[Description of the task] Check every line of the entries for "rendered", and copy the lines that hold it.
"""
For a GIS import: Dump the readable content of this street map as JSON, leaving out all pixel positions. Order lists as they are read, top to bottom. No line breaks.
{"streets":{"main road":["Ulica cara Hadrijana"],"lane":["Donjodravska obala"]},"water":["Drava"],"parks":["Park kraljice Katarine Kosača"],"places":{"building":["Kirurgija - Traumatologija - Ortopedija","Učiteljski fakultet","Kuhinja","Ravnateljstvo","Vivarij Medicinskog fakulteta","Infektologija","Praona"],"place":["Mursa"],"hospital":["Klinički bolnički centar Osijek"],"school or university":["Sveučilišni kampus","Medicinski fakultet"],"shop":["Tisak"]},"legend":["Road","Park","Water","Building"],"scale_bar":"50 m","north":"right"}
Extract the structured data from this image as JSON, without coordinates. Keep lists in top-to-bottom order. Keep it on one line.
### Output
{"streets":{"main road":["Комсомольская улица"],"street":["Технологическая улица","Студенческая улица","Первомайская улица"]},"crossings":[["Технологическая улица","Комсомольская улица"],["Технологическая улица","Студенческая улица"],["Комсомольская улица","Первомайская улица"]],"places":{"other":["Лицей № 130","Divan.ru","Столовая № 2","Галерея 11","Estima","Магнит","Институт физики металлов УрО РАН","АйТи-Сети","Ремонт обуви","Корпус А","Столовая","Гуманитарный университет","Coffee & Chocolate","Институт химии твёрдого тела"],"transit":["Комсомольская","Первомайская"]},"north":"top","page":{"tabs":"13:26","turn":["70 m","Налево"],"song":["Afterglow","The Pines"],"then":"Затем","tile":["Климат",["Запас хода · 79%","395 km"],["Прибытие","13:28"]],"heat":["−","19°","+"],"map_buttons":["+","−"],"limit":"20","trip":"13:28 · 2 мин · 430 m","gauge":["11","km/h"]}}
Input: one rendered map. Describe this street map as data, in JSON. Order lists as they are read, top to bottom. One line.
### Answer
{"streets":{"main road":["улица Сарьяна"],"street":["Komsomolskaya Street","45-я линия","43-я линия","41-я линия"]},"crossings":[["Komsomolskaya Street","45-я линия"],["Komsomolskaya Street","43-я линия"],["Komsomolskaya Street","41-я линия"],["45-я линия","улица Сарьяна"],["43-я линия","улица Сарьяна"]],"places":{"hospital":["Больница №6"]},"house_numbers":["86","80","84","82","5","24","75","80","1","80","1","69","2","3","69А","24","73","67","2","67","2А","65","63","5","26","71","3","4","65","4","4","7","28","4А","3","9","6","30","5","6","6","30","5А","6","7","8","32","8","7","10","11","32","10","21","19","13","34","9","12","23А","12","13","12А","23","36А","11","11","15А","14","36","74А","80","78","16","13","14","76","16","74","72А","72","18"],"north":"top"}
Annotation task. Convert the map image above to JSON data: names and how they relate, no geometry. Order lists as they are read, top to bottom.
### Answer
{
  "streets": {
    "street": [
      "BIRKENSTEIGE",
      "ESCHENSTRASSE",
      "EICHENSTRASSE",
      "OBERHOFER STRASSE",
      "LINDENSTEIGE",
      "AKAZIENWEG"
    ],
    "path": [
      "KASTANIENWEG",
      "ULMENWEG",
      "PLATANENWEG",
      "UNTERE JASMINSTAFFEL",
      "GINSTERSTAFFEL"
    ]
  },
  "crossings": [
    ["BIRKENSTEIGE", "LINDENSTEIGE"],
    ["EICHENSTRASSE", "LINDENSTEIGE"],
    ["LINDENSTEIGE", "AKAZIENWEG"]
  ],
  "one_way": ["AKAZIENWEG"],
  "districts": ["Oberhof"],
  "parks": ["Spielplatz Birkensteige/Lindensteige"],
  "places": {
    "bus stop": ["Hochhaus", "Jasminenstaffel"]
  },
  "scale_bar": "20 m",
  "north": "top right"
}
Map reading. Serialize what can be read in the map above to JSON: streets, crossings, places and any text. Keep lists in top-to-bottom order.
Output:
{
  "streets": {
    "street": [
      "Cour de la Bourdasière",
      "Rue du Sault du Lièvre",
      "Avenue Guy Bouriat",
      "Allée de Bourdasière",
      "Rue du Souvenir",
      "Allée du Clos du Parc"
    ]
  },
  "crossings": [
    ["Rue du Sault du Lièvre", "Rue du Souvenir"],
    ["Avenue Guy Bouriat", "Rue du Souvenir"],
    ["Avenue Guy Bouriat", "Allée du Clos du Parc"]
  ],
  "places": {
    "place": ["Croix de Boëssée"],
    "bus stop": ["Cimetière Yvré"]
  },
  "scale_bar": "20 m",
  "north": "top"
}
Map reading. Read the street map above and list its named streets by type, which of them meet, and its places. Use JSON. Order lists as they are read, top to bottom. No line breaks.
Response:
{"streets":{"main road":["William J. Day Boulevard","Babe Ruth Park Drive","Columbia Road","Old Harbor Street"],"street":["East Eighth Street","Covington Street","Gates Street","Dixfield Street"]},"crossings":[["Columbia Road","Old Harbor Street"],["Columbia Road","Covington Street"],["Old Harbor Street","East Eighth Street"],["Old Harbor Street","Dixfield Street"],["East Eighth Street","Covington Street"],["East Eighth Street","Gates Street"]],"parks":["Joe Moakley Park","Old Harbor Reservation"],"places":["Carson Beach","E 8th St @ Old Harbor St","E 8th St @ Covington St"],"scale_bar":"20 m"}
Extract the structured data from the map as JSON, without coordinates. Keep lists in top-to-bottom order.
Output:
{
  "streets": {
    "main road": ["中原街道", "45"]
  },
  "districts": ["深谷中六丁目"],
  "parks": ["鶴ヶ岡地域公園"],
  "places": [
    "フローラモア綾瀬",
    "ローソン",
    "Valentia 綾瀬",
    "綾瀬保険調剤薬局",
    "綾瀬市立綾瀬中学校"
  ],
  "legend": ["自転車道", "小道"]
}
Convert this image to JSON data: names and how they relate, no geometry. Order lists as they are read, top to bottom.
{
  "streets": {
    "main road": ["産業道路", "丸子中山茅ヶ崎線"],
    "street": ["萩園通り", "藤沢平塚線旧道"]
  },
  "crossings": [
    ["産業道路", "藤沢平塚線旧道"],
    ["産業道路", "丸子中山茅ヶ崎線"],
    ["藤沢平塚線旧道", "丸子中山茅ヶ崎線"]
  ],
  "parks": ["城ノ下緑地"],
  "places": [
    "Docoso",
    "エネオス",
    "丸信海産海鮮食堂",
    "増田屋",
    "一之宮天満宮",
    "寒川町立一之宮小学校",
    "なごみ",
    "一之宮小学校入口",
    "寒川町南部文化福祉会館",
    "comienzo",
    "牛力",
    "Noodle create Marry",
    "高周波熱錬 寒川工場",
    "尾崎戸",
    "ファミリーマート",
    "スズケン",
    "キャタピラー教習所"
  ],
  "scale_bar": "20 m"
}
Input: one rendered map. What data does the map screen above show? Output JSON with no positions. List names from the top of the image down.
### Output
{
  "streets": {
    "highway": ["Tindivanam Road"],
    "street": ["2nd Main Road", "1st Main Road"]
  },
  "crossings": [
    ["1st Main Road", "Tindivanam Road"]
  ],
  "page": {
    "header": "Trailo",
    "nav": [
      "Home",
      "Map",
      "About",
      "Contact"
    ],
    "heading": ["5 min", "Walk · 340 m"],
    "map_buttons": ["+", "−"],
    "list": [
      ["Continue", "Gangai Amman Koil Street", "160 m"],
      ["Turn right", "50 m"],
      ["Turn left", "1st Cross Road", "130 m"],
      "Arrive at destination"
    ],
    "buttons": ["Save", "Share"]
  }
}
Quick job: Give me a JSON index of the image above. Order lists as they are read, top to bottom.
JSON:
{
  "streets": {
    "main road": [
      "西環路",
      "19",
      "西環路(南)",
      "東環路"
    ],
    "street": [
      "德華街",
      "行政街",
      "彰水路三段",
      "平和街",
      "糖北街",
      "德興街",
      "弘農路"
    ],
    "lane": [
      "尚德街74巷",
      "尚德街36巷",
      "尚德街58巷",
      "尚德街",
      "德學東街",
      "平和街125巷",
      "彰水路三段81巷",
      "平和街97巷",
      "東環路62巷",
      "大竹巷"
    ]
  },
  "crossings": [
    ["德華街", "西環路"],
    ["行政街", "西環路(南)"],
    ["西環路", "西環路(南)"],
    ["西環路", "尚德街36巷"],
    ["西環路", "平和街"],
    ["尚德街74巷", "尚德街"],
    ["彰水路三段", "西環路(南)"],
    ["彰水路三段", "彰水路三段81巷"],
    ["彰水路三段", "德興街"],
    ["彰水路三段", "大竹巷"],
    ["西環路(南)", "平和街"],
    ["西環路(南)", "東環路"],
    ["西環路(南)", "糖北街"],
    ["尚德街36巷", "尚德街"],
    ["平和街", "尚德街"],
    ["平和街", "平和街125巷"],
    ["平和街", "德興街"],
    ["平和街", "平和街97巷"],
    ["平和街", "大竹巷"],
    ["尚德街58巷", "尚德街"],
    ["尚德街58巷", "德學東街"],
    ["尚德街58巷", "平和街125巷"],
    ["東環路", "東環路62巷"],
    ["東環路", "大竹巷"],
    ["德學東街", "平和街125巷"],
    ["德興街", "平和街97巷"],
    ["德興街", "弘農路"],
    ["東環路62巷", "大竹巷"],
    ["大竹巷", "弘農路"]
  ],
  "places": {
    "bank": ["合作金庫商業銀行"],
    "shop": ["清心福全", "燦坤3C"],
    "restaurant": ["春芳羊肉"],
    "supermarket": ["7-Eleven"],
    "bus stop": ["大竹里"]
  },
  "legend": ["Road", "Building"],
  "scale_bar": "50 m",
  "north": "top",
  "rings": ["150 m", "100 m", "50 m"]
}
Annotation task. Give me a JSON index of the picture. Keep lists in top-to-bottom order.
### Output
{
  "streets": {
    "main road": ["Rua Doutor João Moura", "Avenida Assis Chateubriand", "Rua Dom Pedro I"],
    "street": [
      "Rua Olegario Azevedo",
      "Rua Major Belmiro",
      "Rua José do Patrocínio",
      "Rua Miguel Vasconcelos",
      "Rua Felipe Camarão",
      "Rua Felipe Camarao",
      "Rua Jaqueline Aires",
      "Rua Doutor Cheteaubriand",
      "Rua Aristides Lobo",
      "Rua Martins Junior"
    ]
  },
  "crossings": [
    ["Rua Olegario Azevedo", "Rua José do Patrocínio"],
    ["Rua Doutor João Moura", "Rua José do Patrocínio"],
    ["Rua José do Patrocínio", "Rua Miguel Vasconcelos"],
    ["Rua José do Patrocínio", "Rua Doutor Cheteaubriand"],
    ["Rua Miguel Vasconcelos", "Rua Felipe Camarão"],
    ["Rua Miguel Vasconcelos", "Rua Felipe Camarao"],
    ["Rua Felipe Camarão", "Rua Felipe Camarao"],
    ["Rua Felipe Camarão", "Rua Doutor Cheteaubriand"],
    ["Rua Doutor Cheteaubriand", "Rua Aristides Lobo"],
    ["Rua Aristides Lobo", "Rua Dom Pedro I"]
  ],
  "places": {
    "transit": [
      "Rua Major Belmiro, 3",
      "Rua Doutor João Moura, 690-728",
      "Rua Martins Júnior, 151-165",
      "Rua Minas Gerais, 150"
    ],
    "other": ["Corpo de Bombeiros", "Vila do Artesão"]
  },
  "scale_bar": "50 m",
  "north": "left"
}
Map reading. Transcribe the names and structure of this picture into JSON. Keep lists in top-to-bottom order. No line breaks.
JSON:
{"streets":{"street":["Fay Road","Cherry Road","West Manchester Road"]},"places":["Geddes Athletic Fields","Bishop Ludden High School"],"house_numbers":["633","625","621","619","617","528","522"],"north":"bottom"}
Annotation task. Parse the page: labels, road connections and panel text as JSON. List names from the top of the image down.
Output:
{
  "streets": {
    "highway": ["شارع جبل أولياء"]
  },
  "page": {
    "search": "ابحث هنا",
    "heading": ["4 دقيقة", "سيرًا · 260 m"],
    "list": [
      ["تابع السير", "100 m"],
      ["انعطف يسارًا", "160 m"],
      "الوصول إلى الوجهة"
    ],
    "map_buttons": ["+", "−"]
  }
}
"""
[Final answer]
Input: one rendered map. Describe this street map as data, in JSON. Order lists as they are read, top to bottom. One line.
Input: one rendered map. What data does the map screen above show? Output JSON with no positions. List names from the top of the image down.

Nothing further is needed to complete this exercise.